In [1]:
%load_ext autoreload
%autoreload 2

In [2]:
from arguments import Arguments
from cnn import CNN
from collections import defaultdict
from distributor import get_cluster_sizes, get_distributed_data, get_fog_graph
from train import fog_train as train
from numpy import array
from numpy.random import permutation, randint
import os
from sklearn.model_selection import train_test_split
import syft as sy
import torch
import torch.nn.functional as F
import torch.optim as optim
from torchvision import datasets, transforms


Falling back to insecure randomness since the required custom op could not be found for the installed version of TensorFlow. Fix this by compiling custom ops. Missing file was '/usr/local/lib/python3.6/dist-packages/tf_encrypted/operations/secure_random/secure_random_module_tf_1.15.3.so'





In [3]:
# Setups
args = Arguments()
hook = sy.TorchHook(torch)
USE_CUDA = not args.no_cuda and torch.cuda.is_available()
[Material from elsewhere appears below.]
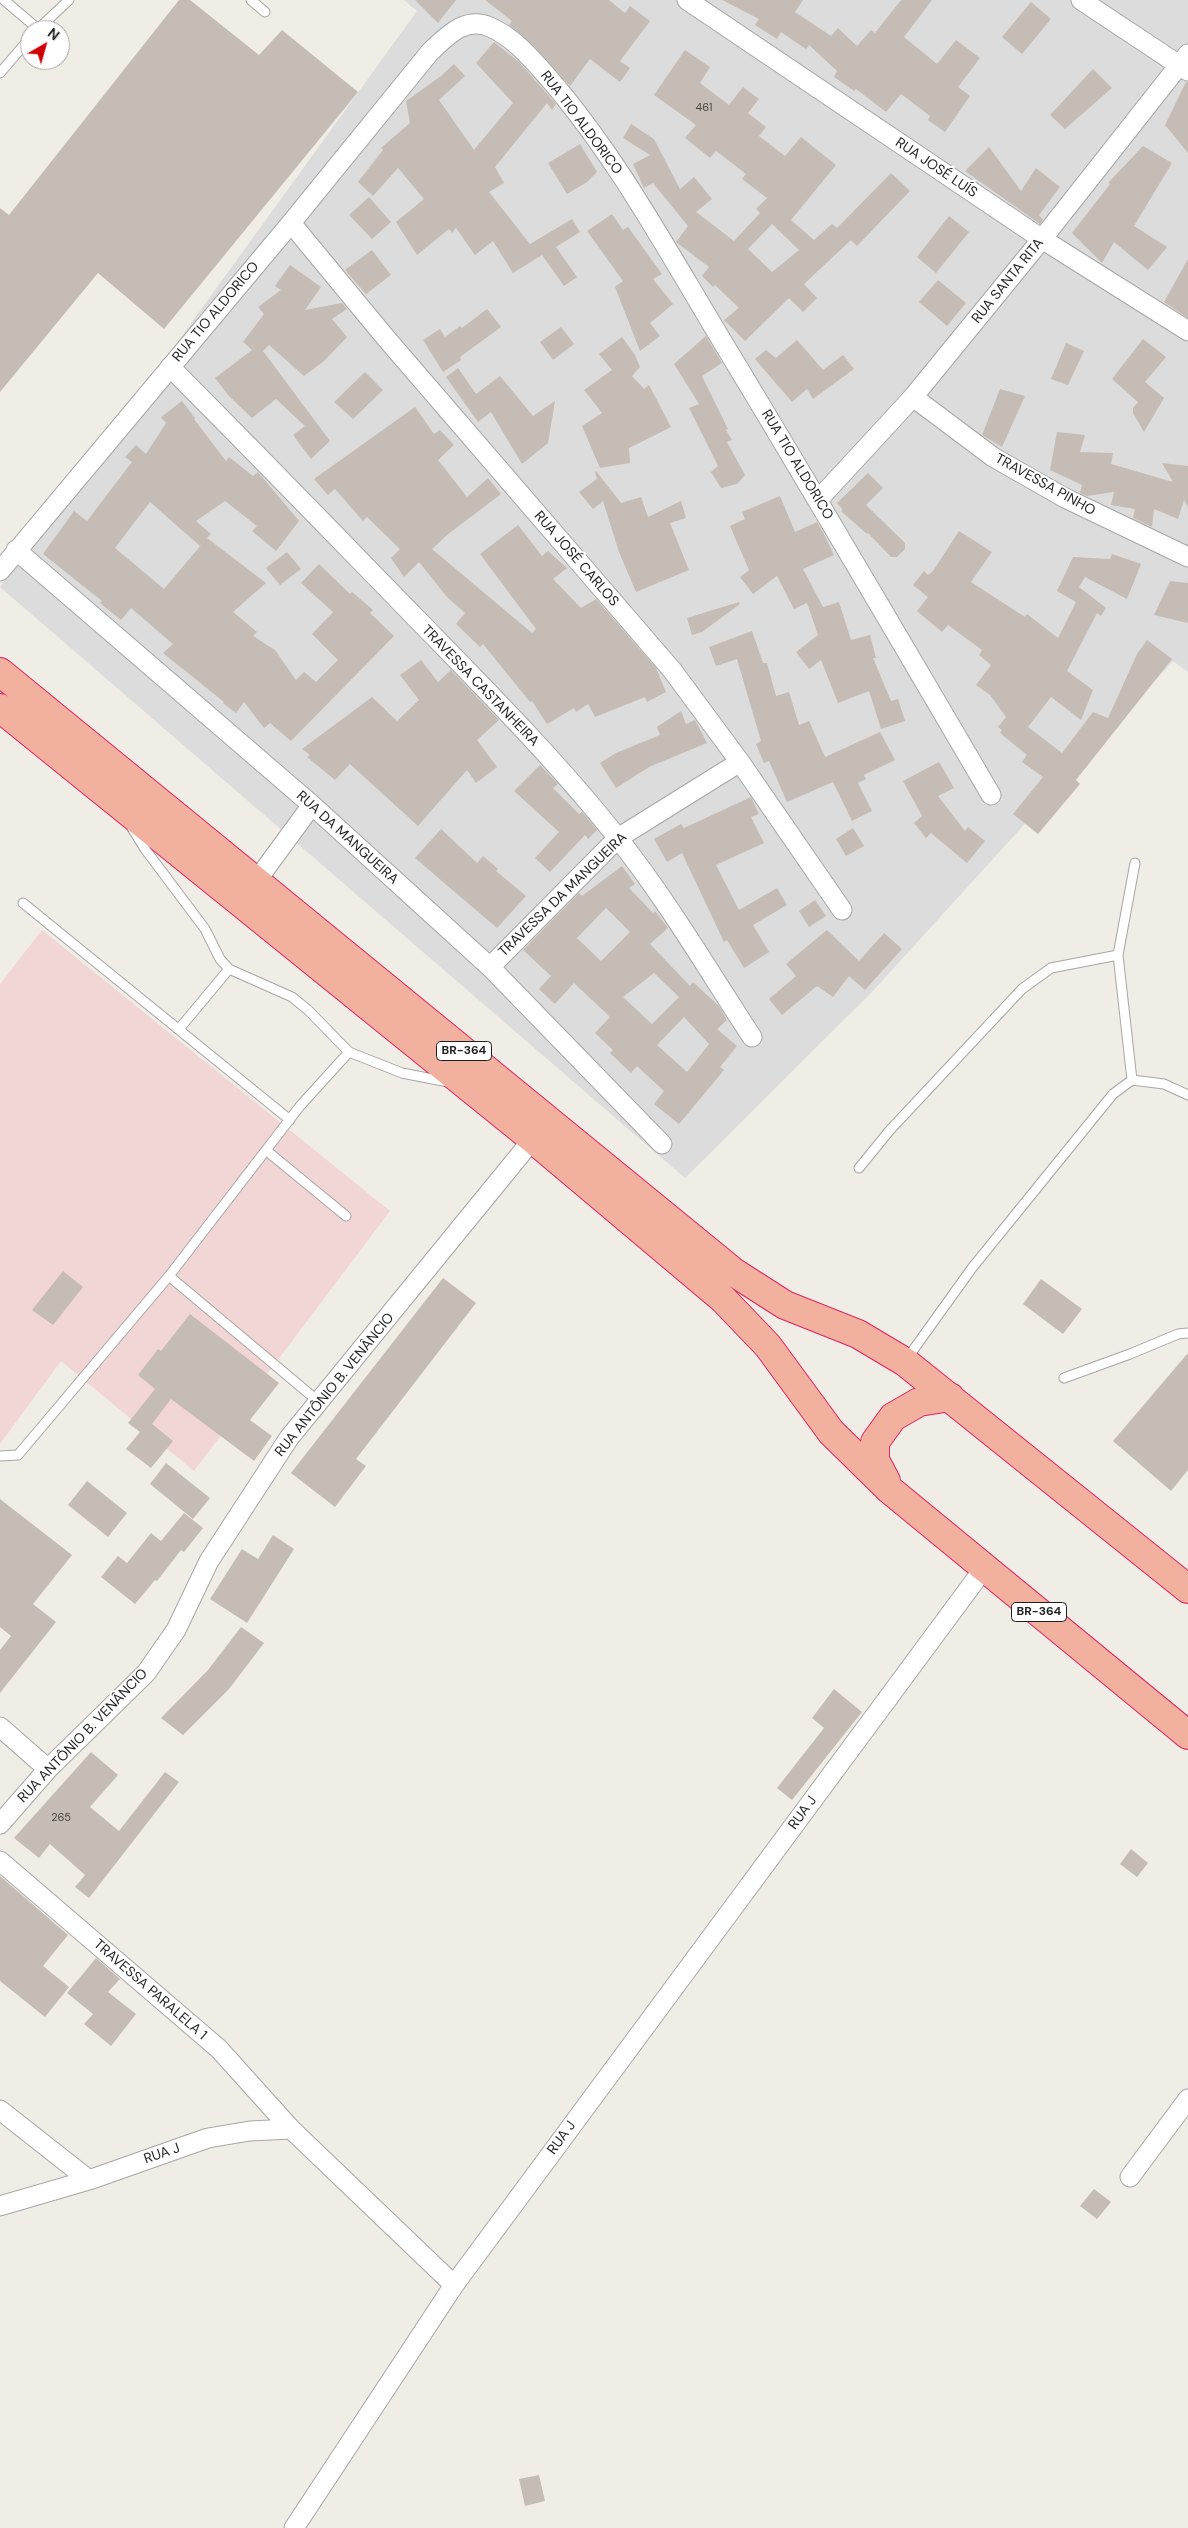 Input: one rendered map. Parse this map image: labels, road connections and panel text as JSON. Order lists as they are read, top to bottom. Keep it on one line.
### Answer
{"streets":{"highway":["BR-364"],"street":["RUA TIO ALDORICO","RUA JOSÉ LUÍS","RUA SANTA RITA","TRAVESSA PINHO","RUA JOSÉ CARLOS","TRAVESSA CASTANHEIRA","RUA DA MANGUEIRA","TRAVESSA DA MANGUEIRA","RUA ANTÔNIO B. VENÂNCIO","RUA J","TRAVESSA PARALELA 1"]},"crossings":[["RUA TIO ALDORICO","RUA SANTA RITA"],["RUA TIO ALDORICO","RUA JOSÉ CARLOS"],["RUA TIO ALDORICO","TRAVESSA CASTANHEIRA"],["RUA TIO ALDORICO","RUA DA MANGUEIRA"],["RUA JOSÉ LUÍS","RUA SANTA RITA"],["RUA SANTA RITA","TRAVESSA PINHO"],["RUA JOSÉ CARLOS","TRAVESSA DA MANGUEIRA"],["TRAVESSA CASTANHEIRA","TRAVESSA DA MANGUEIRA"],["RUA DA MANGUEIRA","TRAVESSA DA MANGUEIRA"],["BR-364","RUA ANTÔNIO B. VENÂNCIO"],["BR-364","RUA J"],["RUA J","TRAVESSA PARALELA 1"]],"house_numbers":["461","265"],"north":"top right"}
torch.manual_seed(args.seed)
device = torch.device("cuda" if USE_CUDA else "cpu")
kwargs = {'num_workers': 1, 'pin_memory': True} if USE_CUDA else {}
kwargs = {}

In [4]:
ckpt_path = '../ckpts'
dataset = 'mnist'
clf_type = 'cnn'
paradigm = 'fog'
model_name = '{}_{}_{}'.format(dataset, clf_type, paradigm)
init_path = os.path.join(ckpt_path, 'mnist_cnn_fl.init')
best_path = os.path.join(ckpt_path, model_name + '.best')
stop_path = os.path.join(ckpt_path, model_name + '.stop')

In [5]:
train_loader = torch.utils.data.DataLoader(
    datasets.MNIST('../data', train=True, download=True,
                   transform=transforms.Compose([
                       transforms.ToTensor(),
                       transforms.Normalize((0.1307,), (0.3081,))
                   ])),
    batch_size=args.num_train, shuffle=True, **kwargs)
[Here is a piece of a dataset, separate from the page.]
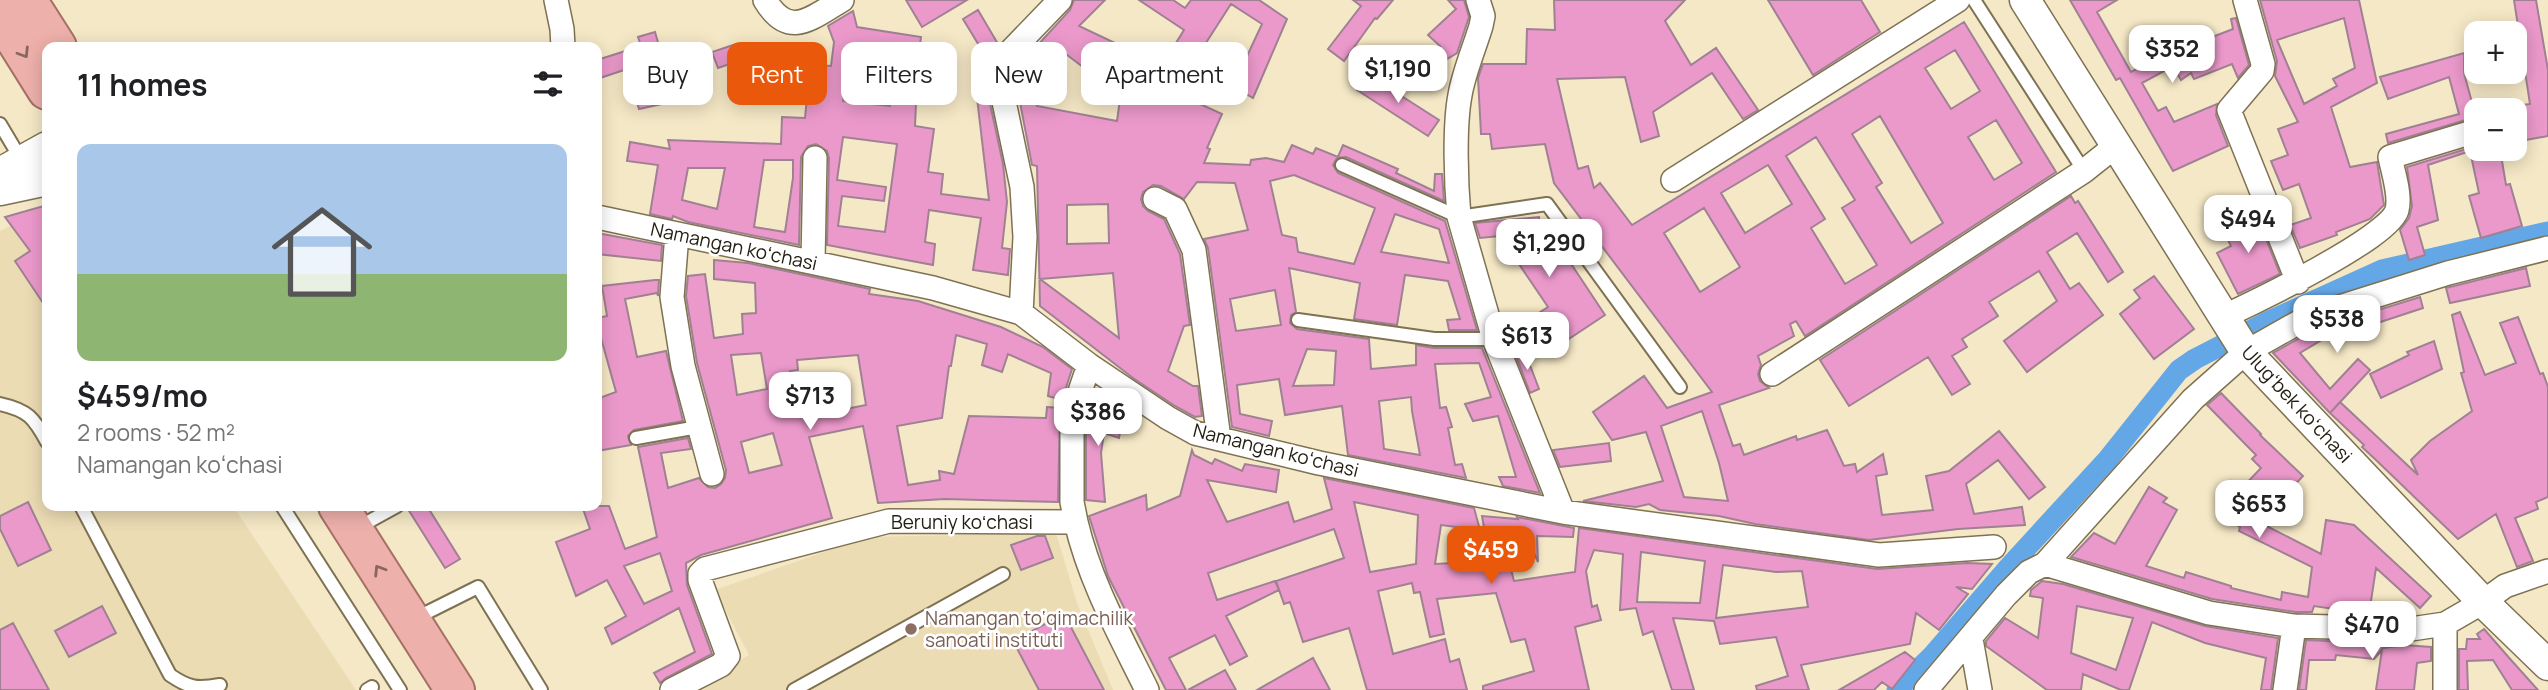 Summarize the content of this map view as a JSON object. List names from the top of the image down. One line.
{"streets":{"street":["Namangan koʻchasi","Ulugʻbek koʻchasi","Beruniy koʻchasi"]},"places":["Namangan to‘qimachilik sanoati instituti"],"page":{"map_buttons":["+","−"],"price":["$352","$1,190","$494","$1,290","$538","$613","$713","$386","$653","$459","$470"],"chip":["Buy","Rent","Filters","New","Apartment"],"heading":"11 homes","list":[{"name":"$459/mo","note":"2 rooms · 52 m² · Namangan koʻchasi"}]}}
test_loader = torch.utils.data.DataLoader(
    datasets.MNIST('../data', train=False, transform=transforms.Compose([
                       transforms.ToTensor(),
                       transforms.Normalize((0.1307,), (0.3081,))
                   ])),
    batch_size=args.test_batch_size, shuffle=True, **kwargs)

for data, target in train_loader:
    X_train = data
    y_train = target

for data, target in test_loader:
    X_test = data
    y_test = target

print('X_train: {}'.format(X_train.shape))
print('y_train: {}'.format(y_train.shape))

print('X_test: {}'.format(X_test.shape))
print('y_test: {}'.format(y_test.shape))

X_train: torch.Size([60000, 1, 28, 28])
y_train: torch.Size([60000])
X_test: torch.Size([10000, 1, 28, 28])
y_test: torch.Size([10000])


In [6]:
# prepare graph and data
fog_graph, workers = get_fog_graph(hook, args.num_workers, args.num_clusters,
                                 args.shuffle_workers, args.uniform_clusters)
X_trains, y_trains = get_distributed_data(X_train, y_train, args.num_workers)
fog_graph

{'L1_W0': ['L0_W20', 'L0_W28', 'L0_W42', 'L0_W41', 'L0_W29'],
 'L1_W1': ['L0_W36', 'L0_W22', 'L0_W13', 'L0_W12', 'L0_W30'],
 'L1_W2': ['L0_W34', 'L0_W18', 'L0_W15', 'L0_W43', 'L0_W24'],
 'L1_W3': ['L0_W8', 'L0_W16', 'L0_W44', 'L0_W46', 'L0_W11'],
 'L1_W4': ['L0_W37', 'L0_W48', 'L0_W5', 'L0_W7', 'L0_W9'],
 'L1_W5': ['L0_W3', 'L0_W26', 'L0_W35', 'L0_W23', 'L0_W47'],
 'L1_W6': ['L0_W17', 'L0_W25', 'L0_W2', 'L0_W10', 'L0_W40'],
 'L1_W7': ['L0_W21', 'L0_W1', 'L0_W19', 'L0_W38', 'L0_W0'],
 'L1_W8': ['L0_W27', 'L0_W4', 'L0_W31', 'L0_W6', 'L0_W14'],
 'L1_W9': ['L0_W45', 'L0_W32', 'L0_W39', 'L0_W49', 'L0_W33'],
 'L2_W0': ['L1_W3', 'L1_W0'],
 'L2_W1': ['L1_W7', 'L1_W8'],
 'L2_W2': ['L1_W5', 'L1_W9'],
 'L2_W3': ['L1_W2', 'L1_W6'],
 'L2_W4': ['L1_W1', 'L1_W4'],
 'L3_W0': ['L2_W1', 'L2_W4', 'L2_W2'],
 'L3_W1': ['L2_W0', 'L2_W3'],
 'L4_W0': ['L3_W1', 'L3_W0']}

In [8]:
# Train
def train(args, model, graph, nodes, X_trains, y_trains, device, epoch):
    model.train()

    total = args.num_train

    worker_data = {}
    worker_targets = {}
    worker_num_samples = {}
    worker_models = {}
    worker_optims = {}
    worker_losses = {}
    
    # send data, model to workers
    # setup optimizer for each worker

    workers = [_ for _ in nodes.keys() if 'L0' in _]
    for w, x, y in zip(workers, X_trains, y_trains):
        worker_data[w] = x.send(nodes[w])
        worker_targets[w] = y.send(nodes[w])
        worker_num_samples[w] = x.shape[0]
        
    total = 0

    for w in workers:
        worker_models[w] = model.copy().send(nodes[w])
        worker_optims[w] = optim.SGD(params=worker_models[w].parameters(), lr=args.lr)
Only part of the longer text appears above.